Near Earth Object's API consumer

This project demonstrates how to consume objects from a rate-limited API. It exposes:

Thread synchronization;
Client rate limiting;
Response to throttling with exponential backoff;
Handling task retry;

NASA NEO-WS API

Near Earth objects (NEOs) are solar system bodies whose orbits approach Earth's orbit. NASA tracks thousands of these objects by a mandate from the US Congress, in an effort to detect impacts that may have economical significance or may be life-threatening, and hopefully allows us to prepare for them.

The NEO WebService API (NEO-WS) provides information about those objects, indexed by their approach to our planet. This REST interface allows us to query for all objects whose closest approach lies between two given dates, at most 7 days apart. For example, the query

https://api.nasa.gov/neo/rest/v1/feed?start_date=2023-01-01&end_date=2023-01-08&api_key=DEMO_KEY

returns 110 objects that have their closest approach between Jan 1st 2023 and Jan 8th 2023 (inclusive). The largest of them is "17511 (1992 QN)", with approximately 4,900 ft of diameter, that reached its closest approach to Earth on Jan 6th and missed the planet by 28 million miles (a very safe distance). The one to get closest was (2022 AV13), with only 6ft of diameter, that on Jan 5th passed mere 68 thousand miles from us. For comparison, the average distance between the Earth and the Moon is 226 thousand miles.

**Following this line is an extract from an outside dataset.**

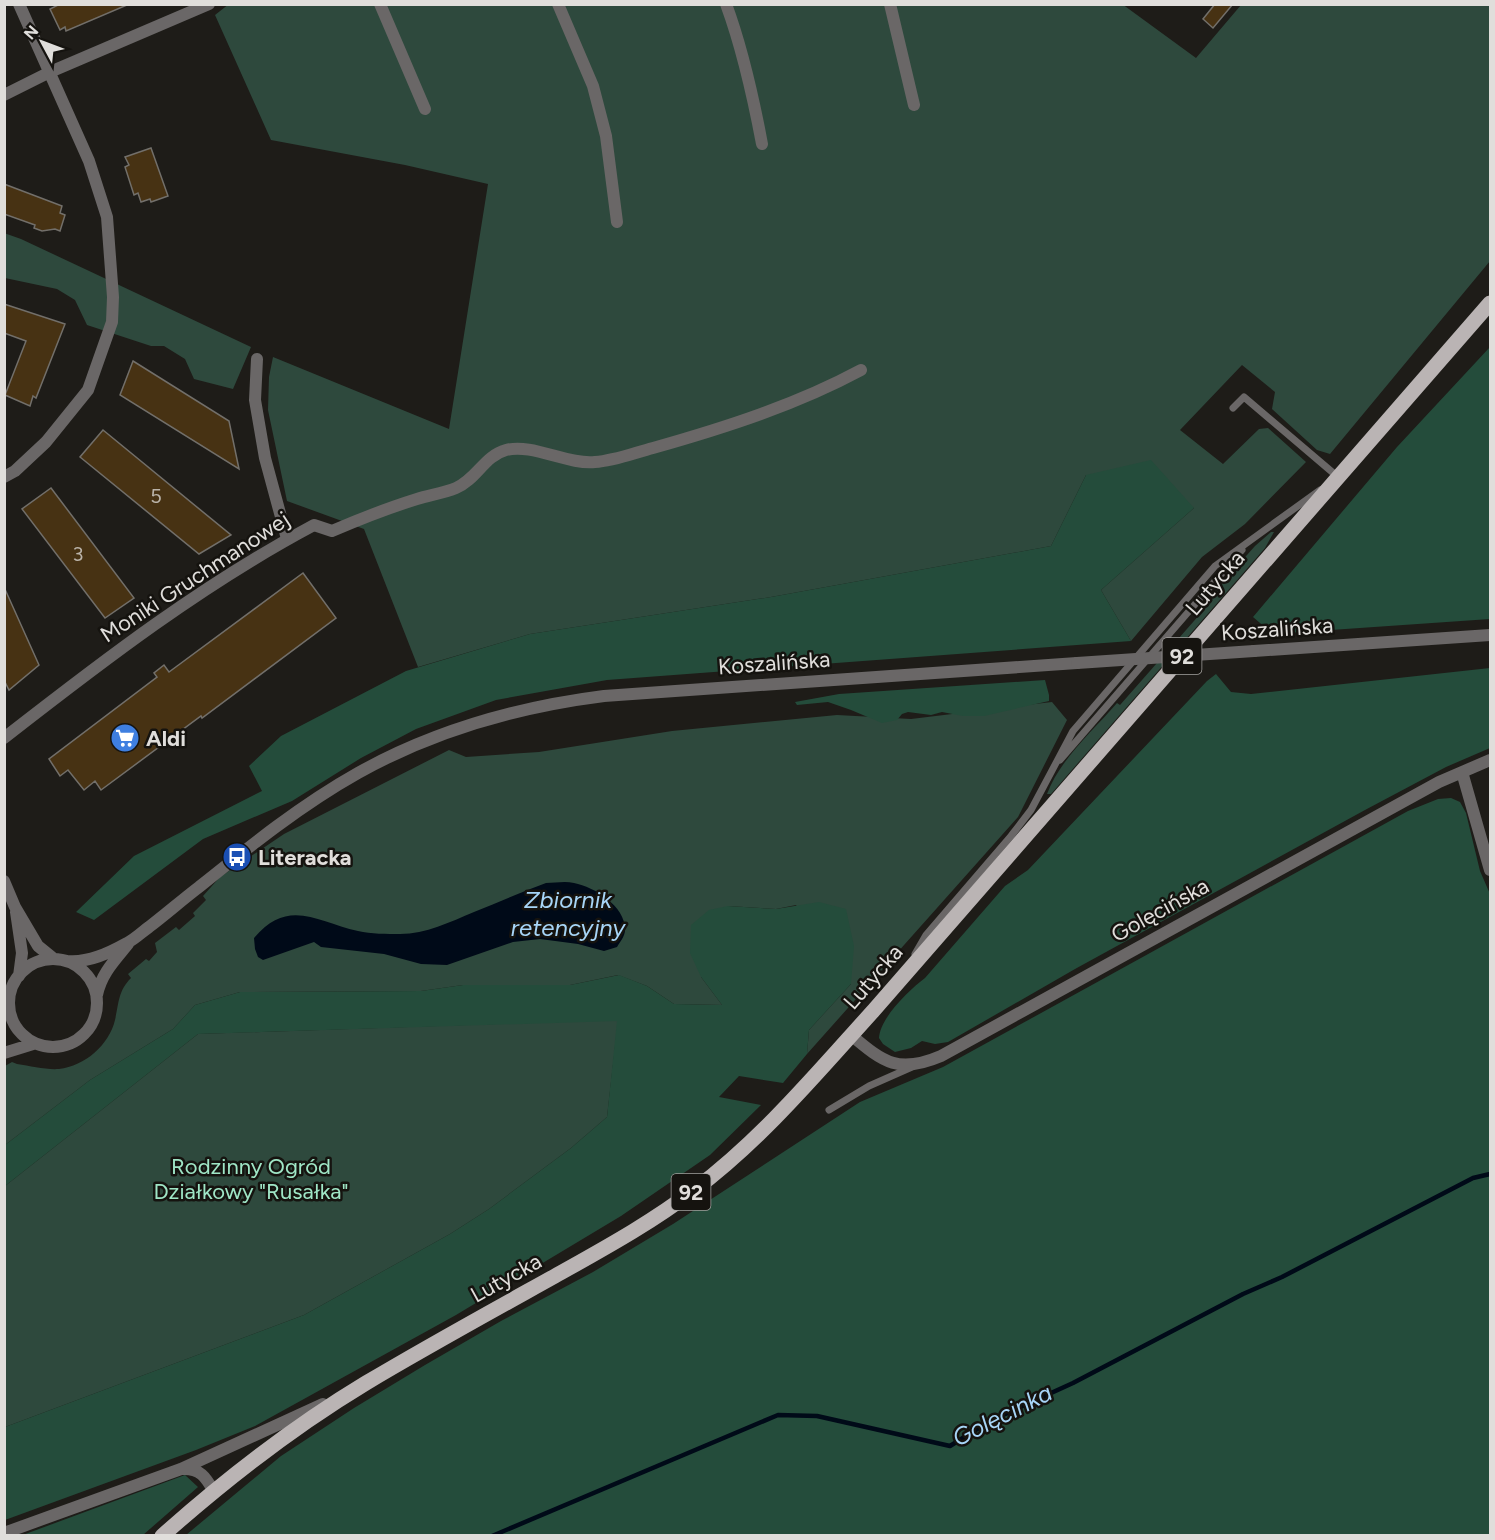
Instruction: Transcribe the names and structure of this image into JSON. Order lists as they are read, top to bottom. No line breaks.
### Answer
{"streets":{"main road":["Lutycka","92"],"street":["Moniki Gruchmanowej","Koszalińska","Golęcińska"]},"crossings":[["Lutycka","Golęcińska"]],"water":["Zbiornik retencyjny","Golęcinka"],"parks":["Rodzinny Ogród Działkowy \"Rusałka\""],"places":{"supermarket":["Aldi"],"bus stop":["Literacka"]},"house_numbers":["5","3"],"north":"top left"}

Installation & development

Pre-requisites: poetry, libpg-fe.h (found in libpg-dev package in Ubuntu)

After cloning the repo, run:

$ poetry install
$ poetry shell
(neows-consumer) $ pre-commit install --install-hooks -t pre-commit
(neows-consumer) $ pre-commit install --install-hooks -t pre-push

You may run fast checks with pre-commit:

(neows-consumer) $ pre-commit run --all-files

There are slower checks that run only before push. To run them, you need to add --hook-stage:

(neows-consumer) $ pre-commit run --all-files --hook-stage pre-push

To deploy the code with Docker, run

(neows-consumer) $ docker compose build
(neows-consumer) $ docker compose up -d

If you wish to run only the app against the Dockerized database, you can do so with:

(neows-consumer) $ DB_HOST=0.0.0.0 DB_PASSWORD=password DB_USER=postgres DB_PORT=54321 python main.py

Data schema

The data we're interested in can be represented in the following pseudo-grammar:

response ::= {
  "near_earth_objects": {(date: [neo*])*}
} ;
neo ::= {
  "neo_reference_id": string,
  "name": string,
  "absolute_magnitude_h": float,
  "estimated_diameter": {
    "feet": {
      "estimated_diameter_min": float,
      "estimated_diameter_max": float
    },
  },
  "is_potentially_hazardous_asteroid": boolean
  "close_approach_data": [close_approach*],
  "is_sentry_object": bool
} ;
close_approach ::= {
  "epoch_date_close_approach": timestamp_millis,
  "relative_velocity": {
    "miles_per_hour": float
  },
  "miss_distance": {
    "miles": float
  },
  "orbiting_body": string
} ;

Upon consuming the API, we noticed some quirks with the data:

Each object should be associated with multiple close approaches, but upon consuming the API there's no instance where an object has more than 1.
Orbiting body is always "Earth"

Given these, we converted the data to the following output table:

Field	Type	Description
id	int	autoincrement database ID
ingest_time	timestamp	time when ingestion started
neo_reference_id	text	NEO ID, shown only with the last 4 characters
absolute_magnitude_h	float	Absolute magnitude H
estimated_diameter_min_ft	float	Minimum estimated diameter, in feet
estimated_diameter_max_ft	float	Maximum estimated diameter, in feet
is_potentially_hazardous_asteroid	bool	Whether the asteroid is considered potentially hazardous
is_sentry_object	bool
close_approach_date	timestamp	Date of closest approach
close_approach_velocity_mph	float	Relative velocity at closest approach, in miles per hour
close_approach_distance_miles	float	Distance from Earth at closest approach, in miles

Ingest design

The API documents a limit of 1000 requests/hour upon registering for an API key. For each request, it provides the max limit and the current number of requests remaining via custom headers. In practice, the advertised limit was always of 2000 requests/hour, but some intermediate infrastructure failed to comply even with the lower limit. The solution was twofold:

Rate limit in the client, using the pyrate_limiter library
Upon a request failure with code 429 Too Many Requests, stop all new requests and keep a single thread attempting again with exponential backoff. Once it's succesful, restart all other threads.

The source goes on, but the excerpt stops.